Webcrawler, feedback?

Hey folks, every once in a while I have the need to automate data collection tasks from websites. Sometimes I need a bunch of URLs from a directory, sometimes I need an XML sitemap (yes, I know there is lots of software for that and online services).

Anyways, as follow up to my previous question I've written a little webcrawler that can visit websites.

Basic crawler class to easily and quickly interact with one website.

Override "doAction(String URL, String content)" to process the content further (e.g. store it, parse it).

Concept allows for multi-threading of crawlers. All class instances share processed and queued lists of links.

Instead of keeping track of processed links and queued links within the object, a JDBC connection could be established to store links in a database.

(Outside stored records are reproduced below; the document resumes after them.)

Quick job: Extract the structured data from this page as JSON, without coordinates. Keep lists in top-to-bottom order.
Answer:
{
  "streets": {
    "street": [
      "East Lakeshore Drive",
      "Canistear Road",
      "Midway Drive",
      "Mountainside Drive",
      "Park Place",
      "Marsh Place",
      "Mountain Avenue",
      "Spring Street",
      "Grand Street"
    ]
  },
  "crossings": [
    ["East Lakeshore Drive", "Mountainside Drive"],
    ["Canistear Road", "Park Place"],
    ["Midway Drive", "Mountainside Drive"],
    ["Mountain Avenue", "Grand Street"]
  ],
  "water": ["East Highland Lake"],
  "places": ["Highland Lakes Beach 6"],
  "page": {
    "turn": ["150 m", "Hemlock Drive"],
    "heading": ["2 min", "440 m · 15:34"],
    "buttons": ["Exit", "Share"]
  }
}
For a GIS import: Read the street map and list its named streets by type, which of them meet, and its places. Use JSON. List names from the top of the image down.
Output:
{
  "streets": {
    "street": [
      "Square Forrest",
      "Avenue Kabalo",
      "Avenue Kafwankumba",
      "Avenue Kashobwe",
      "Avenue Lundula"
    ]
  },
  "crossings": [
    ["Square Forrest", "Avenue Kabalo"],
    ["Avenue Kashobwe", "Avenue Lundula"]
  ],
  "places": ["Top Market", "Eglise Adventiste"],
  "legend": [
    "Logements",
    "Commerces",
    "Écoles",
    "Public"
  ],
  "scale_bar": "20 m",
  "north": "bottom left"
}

Currently limited to one website at a time, however, could be expanded upon by adding an externalLinks stack and adding to it as appropriate.

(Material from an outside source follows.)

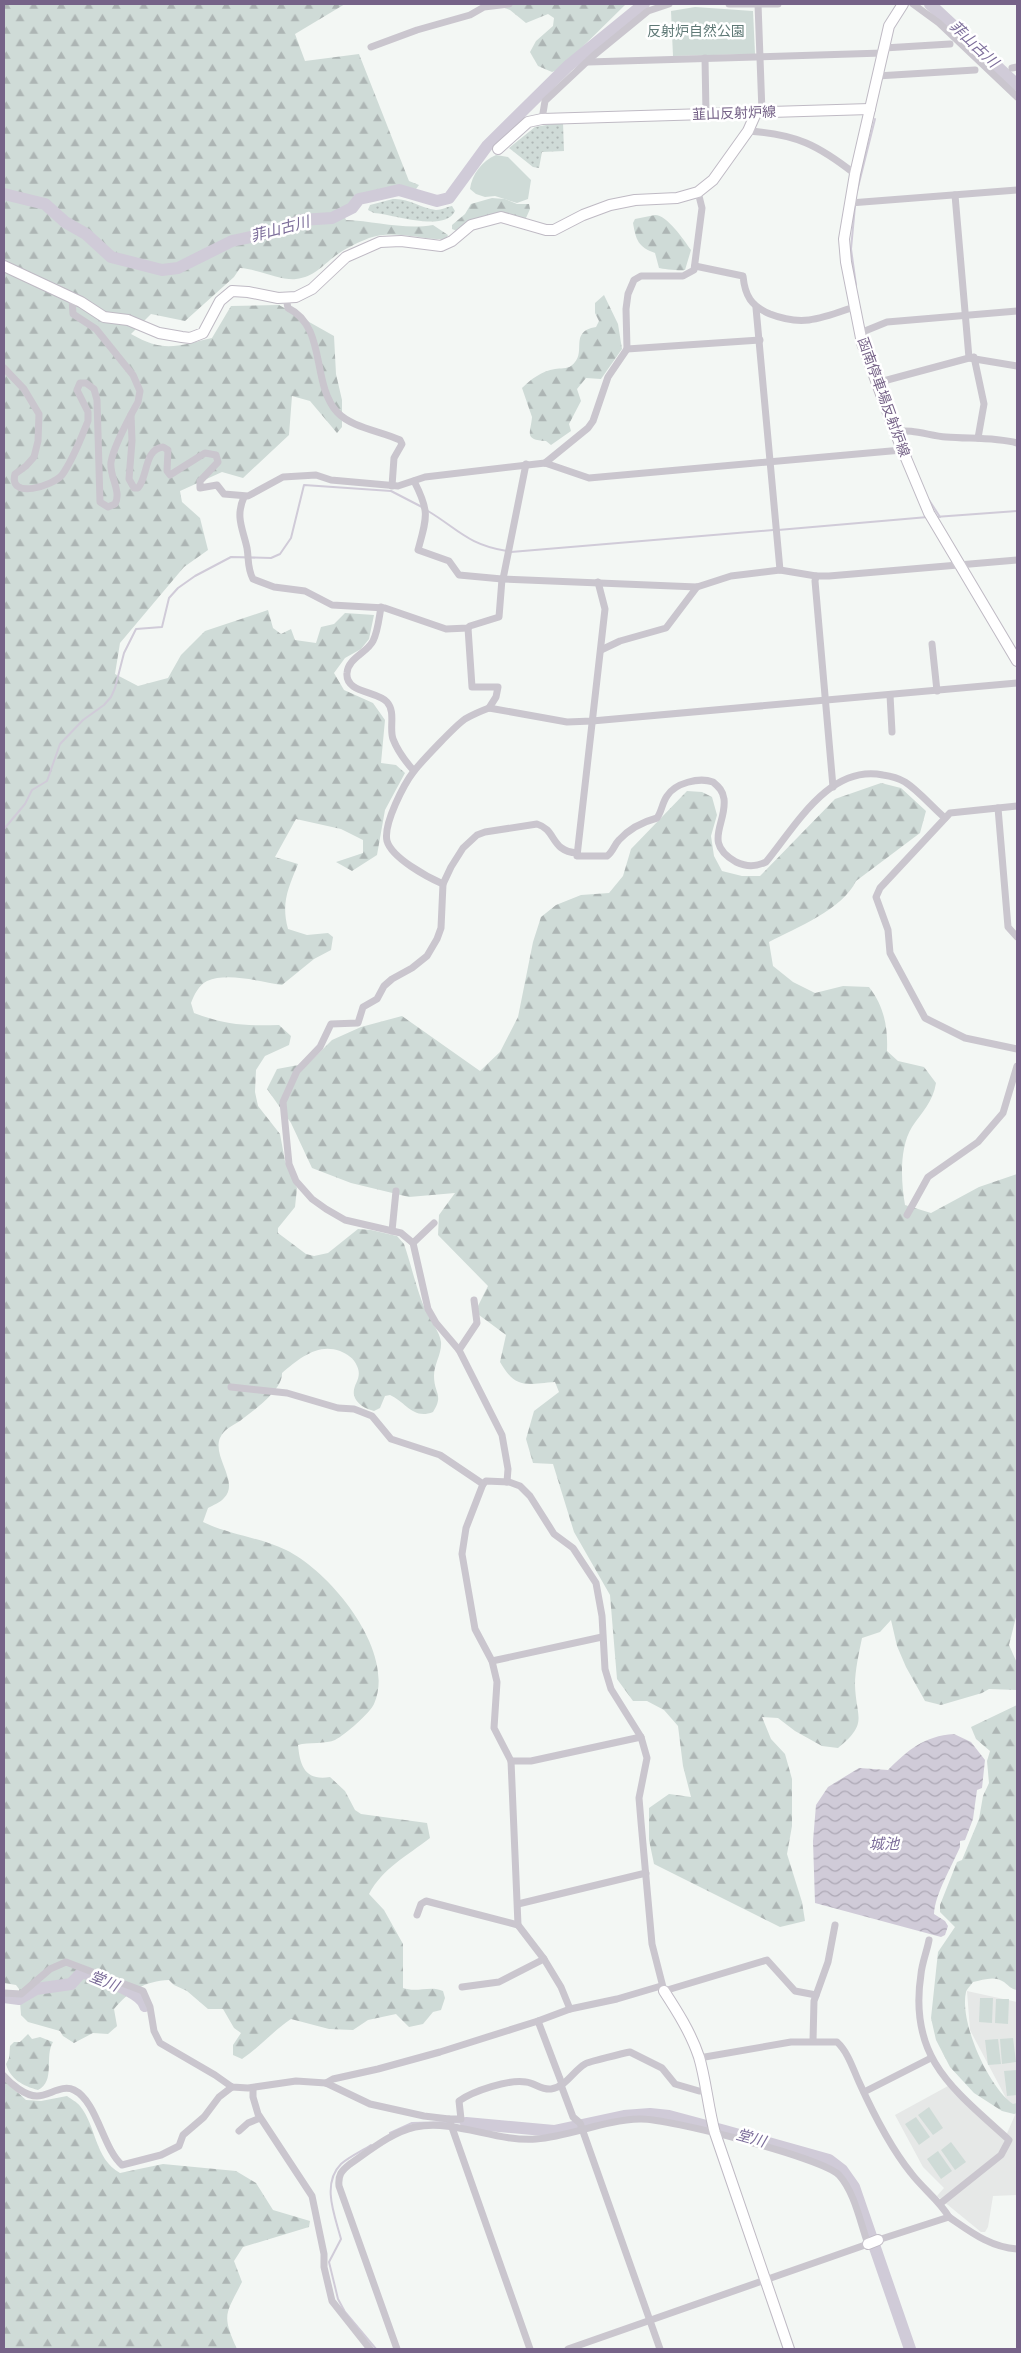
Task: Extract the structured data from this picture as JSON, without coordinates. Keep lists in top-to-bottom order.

JCrawler is intended to be used to quickly generate XML sitemaps or parse websites for your desired information. It's lightweight.

Is this a good/decent way to write the crawler, provided the limitations above? Any input would help immensely :)

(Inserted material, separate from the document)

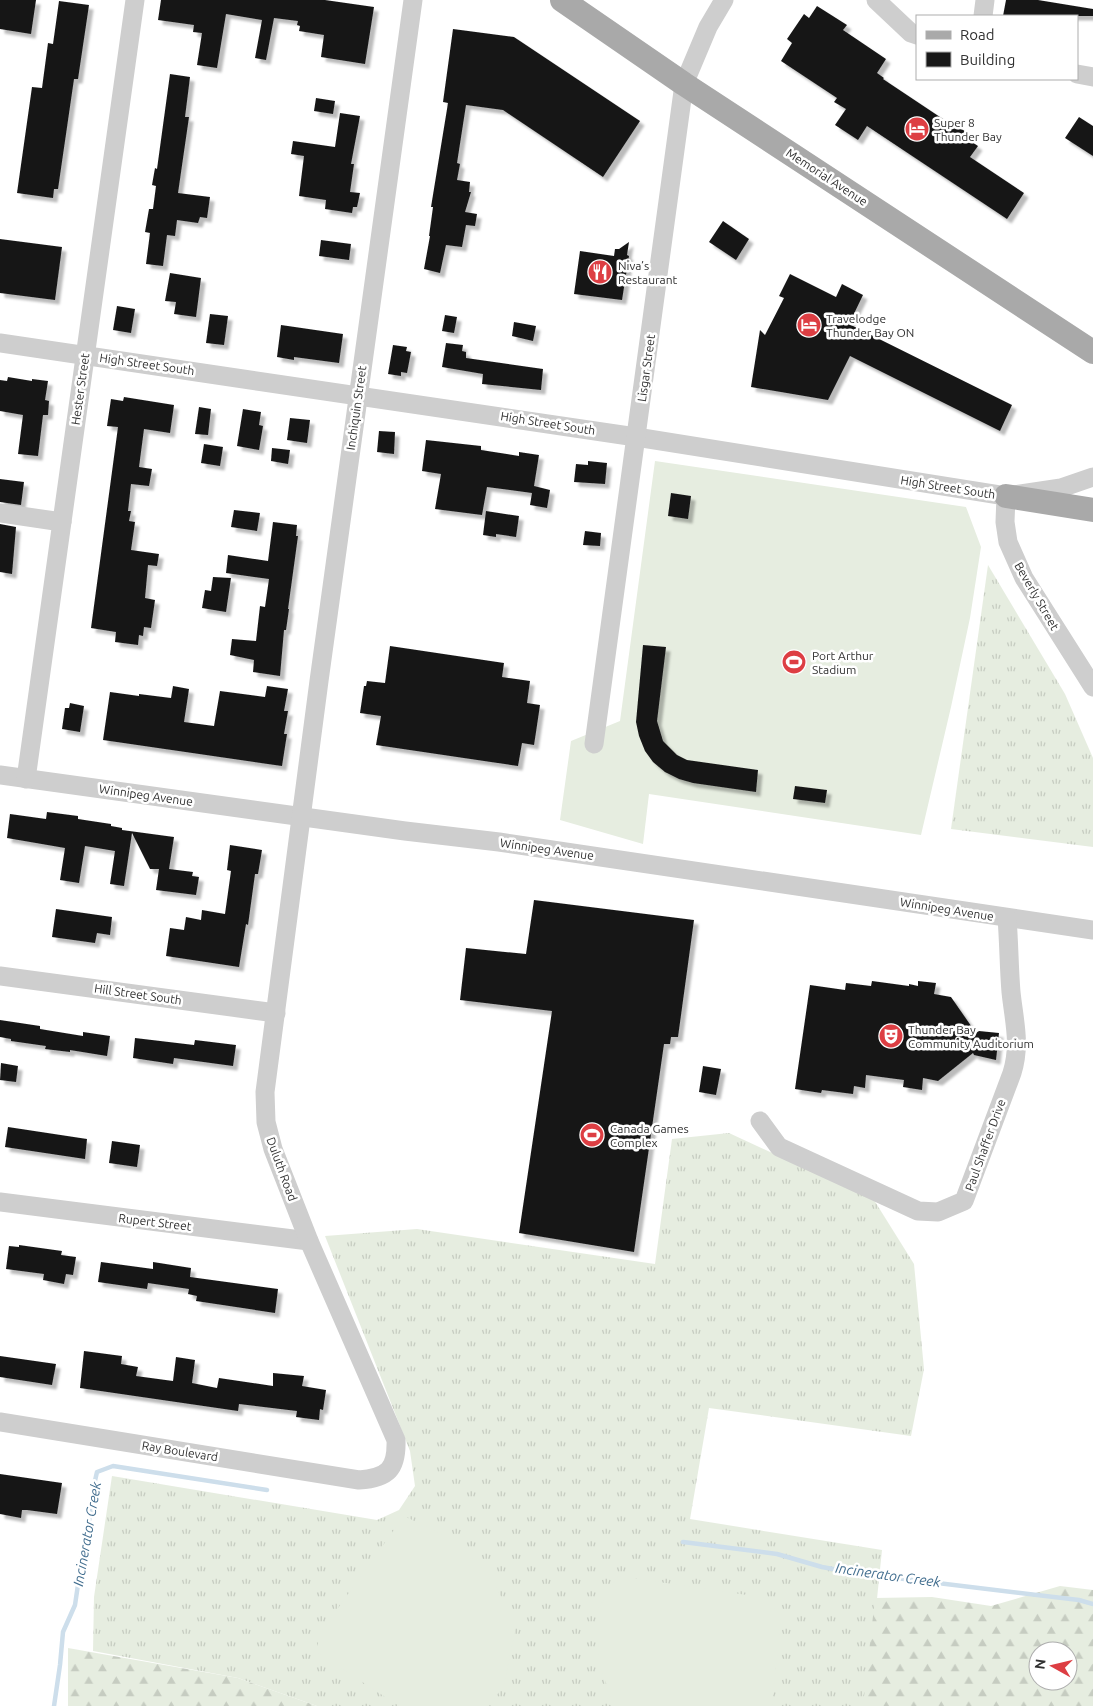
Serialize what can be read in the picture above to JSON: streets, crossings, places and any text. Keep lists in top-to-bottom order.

http://pastebin.com/VtgC4qVE - Main.java
http://pastebin.com/gF4sLHEW - JCrawler.java
http://pastebin.com/VJ1grArt - HTMLUtils.java

Solution

I have written a custom web-crawler in my company and I follow similar steps as you have mentioned and I found them perfect.The only add-on I want to say is that it should have a polling frequency to crawl after certain period of time.

So it should follow "Observer" design pattern so that if any new update is found on a given url after certain period of time then it will update or write to a file.